Todas as participantes do grupo de estudo relataram ter vivenciado algum tipo de violência ao longo da vida: 74% física, 66% sexual e 80% psicológica. A maioria sofreu agressões na vida adulta e, em 90% dos casos, os episódios foram recorrentes, evidenciando o caráter repetitivo da violência doméstica.
Violência superior à média global
De acordo com os últimos dados da série histórica sobre violência doméstica no Brasil, em 2024, mais de 21 milhões de brasileiras, 37,5% do total de mulheres, sofreram algum tipo de agressão. A pesquisa “Visível e Invisível: a Vitimização de Mulheres no Brasil”, do Datafolha e encomendada pelo Fórum Brasileiro de Segurança Pública, foi iniciada em 2017, e apontou um aumento de 8,6 pontos percentuais acima do resultado de 2023, o maior percentual desde o início da série.
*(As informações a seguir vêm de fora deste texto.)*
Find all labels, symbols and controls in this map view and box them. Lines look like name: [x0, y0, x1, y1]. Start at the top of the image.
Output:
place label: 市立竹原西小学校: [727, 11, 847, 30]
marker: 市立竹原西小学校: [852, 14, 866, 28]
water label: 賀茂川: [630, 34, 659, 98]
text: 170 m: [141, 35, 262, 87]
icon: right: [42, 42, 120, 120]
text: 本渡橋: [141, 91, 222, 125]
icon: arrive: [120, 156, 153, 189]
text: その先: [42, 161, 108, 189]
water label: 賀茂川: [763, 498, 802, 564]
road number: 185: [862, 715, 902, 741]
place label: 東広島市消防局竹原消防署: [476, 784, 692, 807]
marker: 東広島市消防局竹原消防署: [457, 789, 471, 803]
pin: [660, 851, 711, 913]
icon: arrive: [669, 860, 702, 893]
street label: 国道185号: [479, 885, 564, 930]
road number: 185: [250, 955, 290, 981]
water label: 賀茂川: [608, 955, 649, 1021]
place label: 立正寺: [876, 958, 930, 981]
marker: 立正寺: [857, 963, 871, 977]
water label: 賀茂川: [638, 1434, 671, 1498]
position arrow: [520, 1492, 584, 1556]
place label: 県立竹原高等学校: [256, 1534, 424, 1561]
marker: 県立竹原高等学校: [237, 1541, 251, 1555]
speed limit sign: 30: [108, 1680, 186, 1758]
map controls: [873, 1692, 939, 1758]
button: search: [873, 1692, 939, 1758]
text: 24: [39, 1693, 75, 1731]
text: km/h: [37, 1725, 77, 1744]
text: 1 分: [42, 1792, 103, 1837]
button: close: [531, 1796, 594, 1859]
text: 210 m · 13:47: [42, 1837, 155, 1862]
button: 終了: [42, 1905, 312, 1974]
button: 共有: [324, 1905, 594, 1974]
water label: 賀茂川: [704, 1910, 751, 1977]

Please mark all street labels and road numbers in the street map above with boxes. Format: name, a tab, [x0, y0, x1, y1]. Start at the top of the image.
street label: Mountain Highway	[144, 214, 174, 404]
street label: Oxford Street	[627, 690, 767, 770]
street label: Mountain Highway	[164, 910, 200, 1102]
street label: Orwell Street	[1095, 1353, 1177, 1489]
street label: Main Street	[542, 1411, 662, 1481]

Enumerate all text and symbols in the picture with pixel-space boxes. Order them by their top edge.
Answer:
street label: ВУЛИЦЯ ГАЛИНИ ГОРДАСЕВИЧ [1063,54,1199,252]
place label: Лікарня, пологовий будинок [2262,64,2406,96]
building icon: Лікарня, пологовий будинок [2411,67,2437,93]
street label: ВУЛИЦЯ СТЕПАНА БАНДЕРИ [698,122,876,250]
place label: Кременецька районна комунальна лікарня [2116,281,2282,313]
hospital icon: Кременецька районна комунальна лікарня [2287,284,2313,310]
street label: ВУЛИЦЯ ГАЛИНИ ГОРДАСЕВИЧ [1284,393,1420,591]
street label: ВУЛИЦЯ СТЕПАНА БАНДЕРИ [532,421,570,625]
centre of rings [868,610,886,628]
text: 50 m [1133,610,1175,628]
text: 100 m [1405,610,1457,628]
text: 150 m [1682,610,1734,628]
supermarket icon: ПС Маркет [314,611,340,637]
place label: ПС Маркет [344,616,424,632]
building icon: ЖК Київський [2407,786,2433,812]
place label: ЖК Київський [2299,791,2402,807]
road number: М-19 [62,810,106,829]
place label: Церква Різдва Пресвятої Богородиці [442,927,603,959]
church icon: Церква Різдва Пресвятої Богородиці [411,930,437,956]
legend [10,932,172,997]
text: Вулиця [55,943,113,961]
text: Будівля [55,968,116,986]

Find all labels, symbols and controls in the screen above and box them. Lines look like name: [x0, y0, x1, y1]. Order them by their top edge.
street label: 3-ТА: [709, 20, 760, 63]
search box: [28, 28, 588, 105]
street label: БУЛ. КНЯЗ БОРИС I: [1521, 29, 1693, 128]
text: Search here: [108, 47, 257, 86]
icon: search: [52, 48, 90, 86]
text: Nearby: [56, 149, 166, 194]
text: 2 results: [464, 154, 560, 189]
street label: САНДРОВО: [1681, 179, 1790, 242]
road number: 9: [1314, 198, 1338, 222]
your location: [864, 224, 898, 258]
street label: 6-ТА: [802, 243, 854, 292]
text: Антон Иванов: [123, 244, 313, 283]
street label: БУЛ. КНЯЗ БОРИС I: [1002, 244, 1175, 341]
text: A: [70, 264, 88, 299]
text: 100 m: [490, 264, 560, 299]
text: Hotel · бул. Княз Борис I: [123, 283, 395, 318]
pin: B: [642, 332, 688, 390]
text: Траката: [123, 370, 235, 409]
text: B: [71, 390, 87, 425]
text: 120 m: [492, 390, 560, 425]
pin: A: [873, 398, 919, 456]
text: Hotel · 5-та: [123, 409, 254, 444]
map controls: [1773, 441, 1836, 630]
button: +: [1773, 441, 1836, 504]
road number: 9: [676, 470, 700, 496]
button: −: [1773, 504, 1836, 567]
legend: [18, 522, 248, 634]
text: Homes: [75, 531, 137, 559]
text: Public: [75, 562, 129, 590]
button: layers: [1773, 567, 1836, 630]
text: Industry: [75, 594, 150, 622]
O estudo também destaca que 1 em cada 10 mulheres sofreram abuso sexual, totalizando 5,3 milhões de mulheres, ou seja, 10,7% do total da população feminina do país. No Brasil, o percentual de mulheres que sofreram alguma violência cometida pelo parceiro ou ex-parceiro é superior à média global: 32,4% contra 27%, de acordo com a Organização Mundial de Saúde (OMS).
Dentre os principais tipos de violência estão:
– Ofensas verbais: 17,7 milhões (31,7%);
– Agressão física: 8,9 milhões (16,9%);
– Ameaças de agressão: 8,5 milhões (16,1%);
– Perseguição: 8,5 milhões (16,1%);
– Abuso sexual: 5,3 milhões (10,7%);
– Divulgação de fotos ou vídeos íntimos sem consentimento: 1,5 milhão (3,9%).
“A violência deixa marcas que não são apenas emocionais, mas também físicas, como dores crônicas, disfunções sexuais e maior incidência de doenças crônicas. É essencial que os profissionais estejam preparados para identificar esses sinais e oferecer um cuidado integral, que abranja desde a prevenção até a reabilitação”, concluiu o Prof. Dr. José Maria Soares Júnior.
A pesquisa, intitulada “Sexualidade e saúde mental da mulher climatérica vítima de violência doméstica”, foi conduzida pela mestranda Débora Krakauer, do Programa de Pós-Graduação em Obstetrícia e Ginecologia da FMUSP, sob orientação do Dr. José Maria Soares Júnior, professor associado e chefe do Departamento de Obstetrícia e Ginecologia da instituição.
O estudo avaliou mulheres entre 40 e 65 anos, divididas em dois grupos: vítimas de agressões e participantes sem histórico de abuso.